ABSTRACT

Hermann Ebbinghaus once said that psychology is a discipline with a long past but a short history (Shakow, 1930). It has a short history because psychology did not receive formal recognition as a unified and independent discipline until Wilhelm Wundt established his laboratory in Leipzig, Germany in 1879 (Murray, 1983). A few years later in 1885, Ebbinghaus published his first book, On Memory: A Contribution to Experimental Psychology, and introduced “an experimental and quantitative approach” to investigate the “manifestations of memory” ( Ebbinghaus, 1885/2011, p. xiii; see also Nicolas, 2006).
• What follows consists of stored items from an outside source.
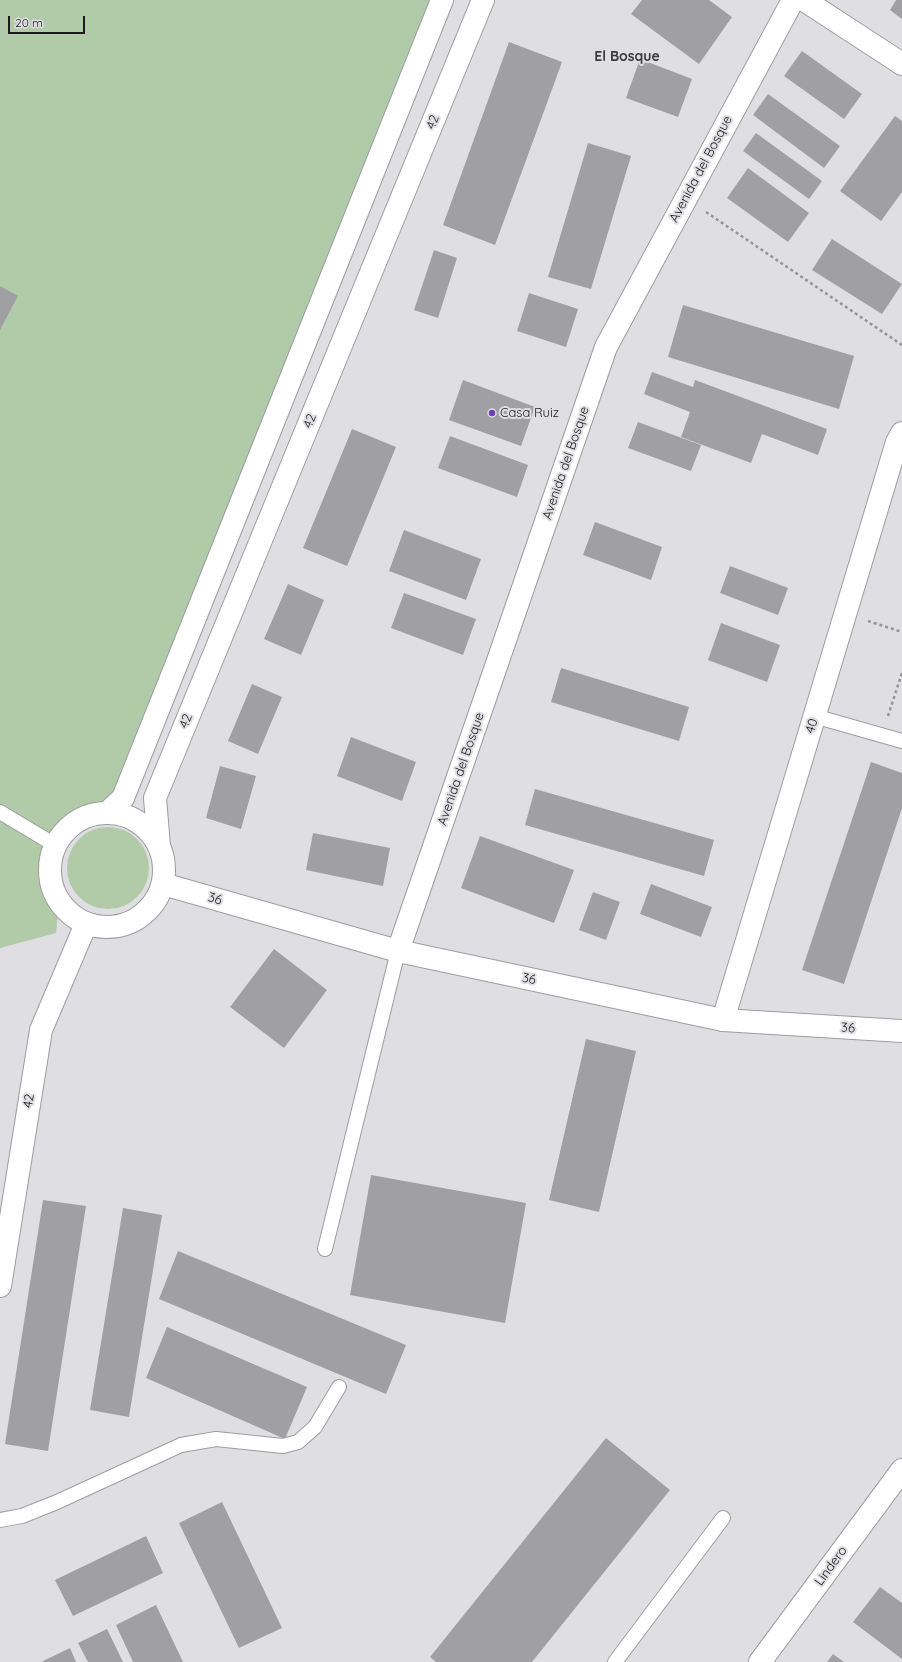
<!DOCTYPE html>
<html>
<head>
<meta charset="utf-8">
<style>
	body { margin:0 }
	#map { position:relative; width:902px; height:1662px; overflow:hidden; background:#dfdfe3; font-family:Quicksand,sans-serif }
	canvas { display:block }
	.scale { position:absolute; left:8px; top:16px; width:77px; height:18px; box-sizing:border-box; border:2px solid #1b1b1c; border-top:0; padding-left:5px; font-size:12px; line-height:14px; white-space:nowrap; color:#1b1b1c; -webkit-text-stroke:3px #dfdfe3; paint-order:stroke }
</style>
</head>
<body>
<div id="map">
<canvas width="902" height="1662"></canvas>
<div class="scale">20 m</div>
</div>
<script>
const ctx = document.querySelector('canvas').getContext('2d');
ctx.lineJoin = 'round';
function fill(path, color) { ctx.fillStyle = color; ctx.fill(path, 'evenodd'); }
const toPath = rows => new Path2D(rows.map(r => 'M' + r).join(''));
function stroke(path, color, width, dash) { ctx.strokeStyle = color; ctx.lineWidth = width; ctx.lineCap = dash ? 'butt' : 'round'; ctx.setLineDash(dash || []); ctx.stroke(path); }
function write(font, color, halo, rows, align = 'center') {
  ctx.font = font + ' Quicksand,sans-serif'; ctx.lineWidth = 4; ctx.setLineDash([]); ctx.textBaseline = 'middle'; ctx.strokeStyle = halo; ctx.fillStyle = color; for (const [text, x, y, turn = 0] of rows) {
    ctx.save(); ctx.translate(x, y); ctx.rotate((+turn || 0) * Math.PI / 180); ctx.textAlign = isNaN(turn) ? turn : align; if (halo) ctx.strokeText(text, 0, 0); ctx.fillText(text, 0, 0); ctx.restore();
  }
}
fill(toPath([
	[0,0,435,0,118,799,105,810,87,813,65,825,53,843,47,863,49,881,59,903,56,933,0,948],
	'67 868a41 41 0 1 1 82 0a41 41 0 1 1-82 0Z'
]), '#b1caa7');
fill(toPath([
	[642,0,709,0,732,17,699,64,631,14],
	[896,0,902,0,902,19,890,10],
	[509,42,562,62,495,245,443,225],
	[802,51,862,94,844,119,784,76],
	[640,59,692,79,678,117,626,98],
	[768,94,840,146,824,168,753,115],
	[895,116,902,121,902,192,881,221,840,191],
	[756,133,822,181,809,199,743,151],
	[588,143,631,156,591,289,548,277],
	[748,168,809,213,788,242,727,198],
	[832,239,902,284,882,314,812,270],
	[434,250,457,258,438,318,414,310],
	[0,286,18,296,0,330],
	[529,293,578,309,566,347,517,331],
	[683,305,854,356,839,409,668,357],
	[652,372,693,387,695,380,827,429,818,455,762,434,751,463,681,437,690,412,644,394],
	[463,380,535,407,521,446,449,420],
	[638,422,701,445,691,471,628,448],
	[352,429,396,447,347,566,303,548],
	[450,436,528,465,517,497,438,468],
	[595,522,662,547,651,580,583,555],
	[404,530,481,559,466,600,389,571],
	[730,566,788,588,778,615,720,593],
	[288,584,324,600,301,655,264,639],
	[404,593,476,619,463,655,391,628],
	[721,623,780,645,767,682,708,660],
	[561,668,689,707,679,741,551,702],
	[252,684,282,697,258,754,228,741],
	[351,737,416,762,402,801,337,776],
	[871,762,902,773,902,808,844,984,802,970],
	[220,766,256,776,241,829,206,818],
	[535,789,714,840,704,876,525,825],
	[313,833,390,848,383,886,306,870],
	[480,836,574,870,554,923,461,888],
	[651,884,712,907,701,937,640,914],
	[593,892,620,902,606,940,579,930],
	[274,949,327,990,284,1048,230,1007],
	[586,1039,636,1051,599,1212,549,1200],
	[371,1175,526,1203,505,1323,350,1295],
	[43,1200,86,1206,48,1451,5,1444],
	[123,1208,162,1215,129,1417,90,1410],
	[178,1251,406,1345,386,1394,159,1299],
	[167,1327,307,1387,285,1439,146,1378],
	[606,1438,670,1490,532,1662,436,1662,430,1657],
	[222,1502,282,1628,239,1648,179,1523],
	[146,1536,163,1573,73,1616,55,1580],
	[880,1587,902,1603,902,1659,853,1622],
	[156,1605,183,1662,133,1662,116,1625],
	[107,1629,123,1662,88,1662,78,1643],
	[70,1648,76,1662,41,1662],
	[833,1654,844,1662,827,1662]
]), '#a0a0a4');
const lane = toPath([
	[814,716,902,741],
	[0,812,55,845],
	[325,1249,398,951],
	[0,1520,22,1516,57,1502,181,1445,216,1439,283,1446,298,1442,315,1427,339,1387],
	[615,1662,723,1518]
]);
const street = toPath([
	[398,951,606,347,793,0],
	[723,1020,897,442,902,433],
	[760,1662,902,1470]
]);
const secondary = toPath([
	[804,0,902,64],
	[108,812,123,798,442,0],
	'50 870a57 57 0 1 1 114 0a57 57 0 1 1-114 0Z',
	[159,846,155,798,483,0],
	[163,884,398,951,723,1020,902,1031],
	[0,1286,41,1030,86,924]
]);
stroke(lane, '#9d9ca0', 16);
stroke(street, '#9d9ca0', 24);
stroke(secondary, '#9d9ca0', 24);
stroke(toPath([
	[706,212,902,345],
	[868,621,902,632],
	[888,716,902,673]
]), '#949496', 2.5, [3, 3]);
stroke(lane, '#fff', 14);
stroke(street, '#fff', 22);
stroke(secondary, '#fff', 22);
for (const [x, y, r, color] of [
	[492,413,4,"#703eb5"]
]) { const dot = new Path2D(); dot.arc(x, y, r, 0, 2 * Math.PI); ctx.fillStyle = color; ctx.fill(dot); stroke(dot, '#dfdfe3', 1.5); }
write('13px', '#1b1b1c', '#dfdfe3', [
	["42",433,122,-68],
	["Avenida del Bosque",701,169,-62],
	["42",310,421,-68],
	["Avenida del Bosque",566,463,-71],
	["42",186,721,-68],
	["40",812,726,-73],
	["Avenida del Bosque",461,769,-71],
	["36",215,899,16],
	["36",529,979,12],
	["36",848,1028,4],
	["42",29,1101,-81],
	["Lindero",831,1566,-54]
]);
write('13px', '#1b1b1c', '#dfdfe3', [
	["Casa Ruiz",500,413]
], 'left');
write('bold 14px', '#3a393d', '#dfdfe3', [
	["El Bosque",627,57]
]);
</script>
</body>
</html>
From the very beginning, Ebbinghaus knew that his approach was a radical departure from the dominant, descriptive approach. In fact, in the preface of his book, he pleaded with his readers to withhold judgment about the “practicability” of this approach. Since then, memory science has flourished and knowledge has expanded; however, it is remarkable that all this was accomplished within a span of a little over 100 years. By comparison, the natural sciences had a head start by at least 100 years; for instance, in physics, Nicolaus Copernicus proposed the heliocentric theory of the universe in 1543, and in chemistry, Antonie-Laurent de Lavoisier discovered the role of oxygen in combustion in 1778.